▶ _Extracted material_:
******
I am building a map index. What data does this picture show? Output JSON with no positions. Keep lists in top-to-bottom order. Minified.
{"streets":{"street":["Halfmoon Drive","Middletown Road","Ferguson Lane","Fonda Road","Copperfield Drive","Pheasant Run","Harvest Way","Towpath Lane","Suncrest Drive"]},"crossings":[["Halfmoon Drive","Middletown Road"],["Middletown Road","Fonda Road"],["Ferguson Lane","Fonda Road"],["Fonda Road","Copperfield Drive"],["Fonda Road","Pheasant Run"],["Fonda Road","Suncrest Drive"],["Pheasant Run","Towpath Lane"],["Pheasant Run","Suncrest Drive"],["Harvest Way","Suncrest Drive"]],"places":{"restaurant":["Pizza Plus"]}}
******
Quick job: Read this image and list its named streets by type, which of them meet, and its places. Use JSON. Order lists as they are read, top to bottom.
******
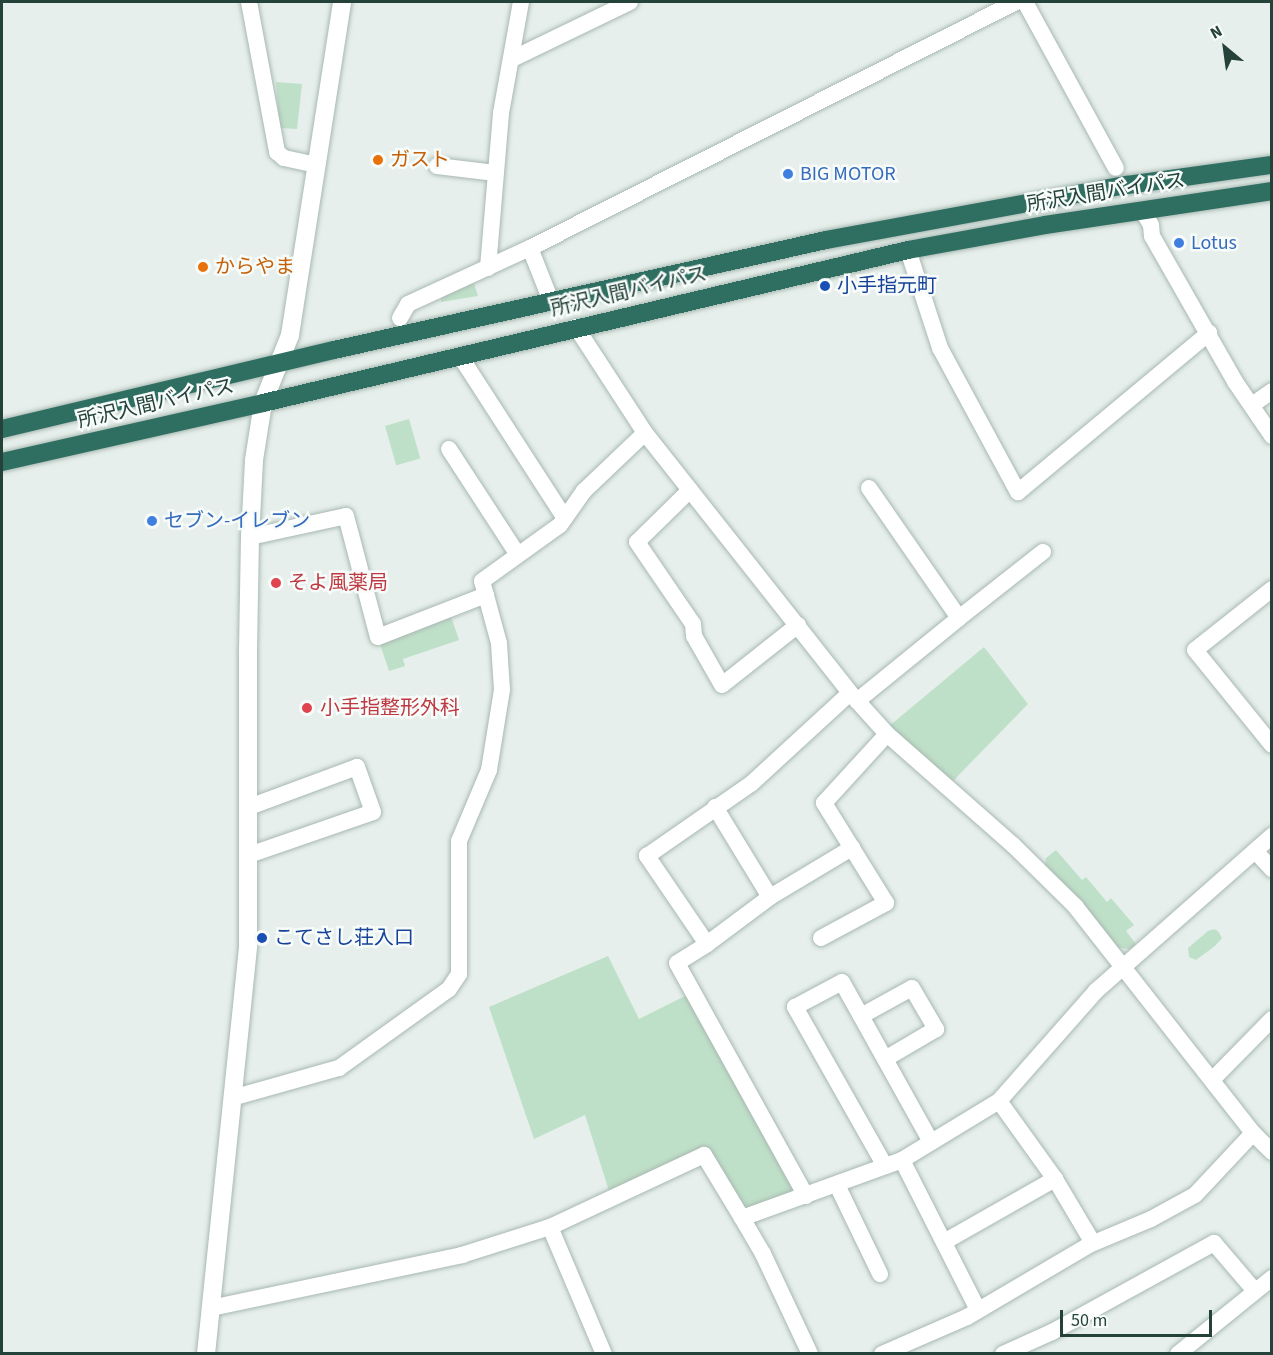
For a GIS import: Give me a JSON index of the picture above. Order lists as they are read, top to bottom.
******
▶ _Exercise details_:
Copy every single line of the material above that holds "read".

▶ _Solution to the problem_:
Quick job: Read this image and list its named streets by type, which of them meet, and its places. Use JSON. Order lists as they are read, top to bottom.
For a GIS import: Give me a JSON index of the picture above. Order lists as they are read, top to bottom.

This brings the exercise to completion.